* [The input]
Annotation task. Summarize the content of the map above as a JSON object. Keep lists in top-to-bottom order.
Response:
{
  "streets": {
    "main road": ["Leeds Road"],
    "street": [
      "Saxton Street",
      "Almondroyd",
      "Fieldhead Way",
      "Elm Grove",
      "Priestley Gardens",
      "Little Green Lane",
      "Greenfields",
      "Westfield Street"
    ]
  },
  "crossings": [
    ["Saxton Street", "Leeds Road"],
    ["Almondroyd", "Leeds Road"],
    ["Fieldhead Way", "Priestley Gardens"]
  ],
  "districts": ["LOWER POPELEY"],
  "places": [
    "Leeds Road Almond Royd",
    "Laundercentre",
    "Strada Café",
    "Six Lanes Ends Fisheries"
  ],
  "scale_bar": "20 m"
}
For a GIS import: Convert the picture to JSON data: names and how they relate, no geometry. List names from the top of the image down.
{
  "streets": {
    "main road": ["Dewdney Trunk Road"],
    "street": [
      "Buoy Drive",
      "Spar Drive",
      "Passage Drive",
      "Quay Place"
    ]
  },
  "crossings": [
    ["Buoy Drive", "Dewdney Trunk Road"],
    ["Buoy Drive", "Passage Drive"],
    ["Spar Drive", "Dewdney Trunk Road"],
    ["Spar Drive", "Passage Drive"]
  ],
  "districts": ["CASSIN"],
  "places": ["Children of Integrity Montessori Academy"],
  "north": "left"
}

* [What is needed] Restate all entries above verbatim.

* [Solution to the exercise]
Annotation task. Summarize the content of the map above as a JSON object. Keep lists in top-to-bottom order.
Response:
{
  "streets": {
    "main road": ["Leeds Road"],
    "street": [
      "Saxton Street",
      "Almondroyd",
      "Fieldhead Way",
      "Elm Grove",
      "Priestley Gardens",
      "Little Green Lane",
      "Greenfields",
      "Westfield Street"
    ]
  },
  "crossings": [
    ["Saxton Street", "Leeds Road"],
    ["Almondroyd", "Leeds Road"],
    ["Fieldhead Way", "Priestley Gardens"]
  ],
  "districts": ["LOWER POPELEY"],
  "places": [
    "Leeds Road Almond Royd",
    "Laundercentre",
    "Strada Café",
    "Six Lanes Ends Fisheries"
  ],
  "scale_bar": "20 m"
}
For a GIS import: Convert the picture to JSON data: names and how they relate, no geometry. List names from the top of the image down.
{
  "streets": {
    "main road": ["Dewdney Trunk Road"],
    "street": [
      "Buoy Drive",
      "Spar Drive",
      "Passage Drive",
      "Quay Place"
    ]
  },
  "crossings": [
    ["Buoy Drive", "Dewdney Trunk Road"],
    ["Buoy Drive", "Passage Drive"],
    ["Spar Drive", "Dewdney Trunk Road"],
    ["Spar Drive", "Passage Drive"]
  ],
  "districts": ["CASSIN"],
  "places": ["Children of Integrity Montessori Academy"],
  "north": "left"
}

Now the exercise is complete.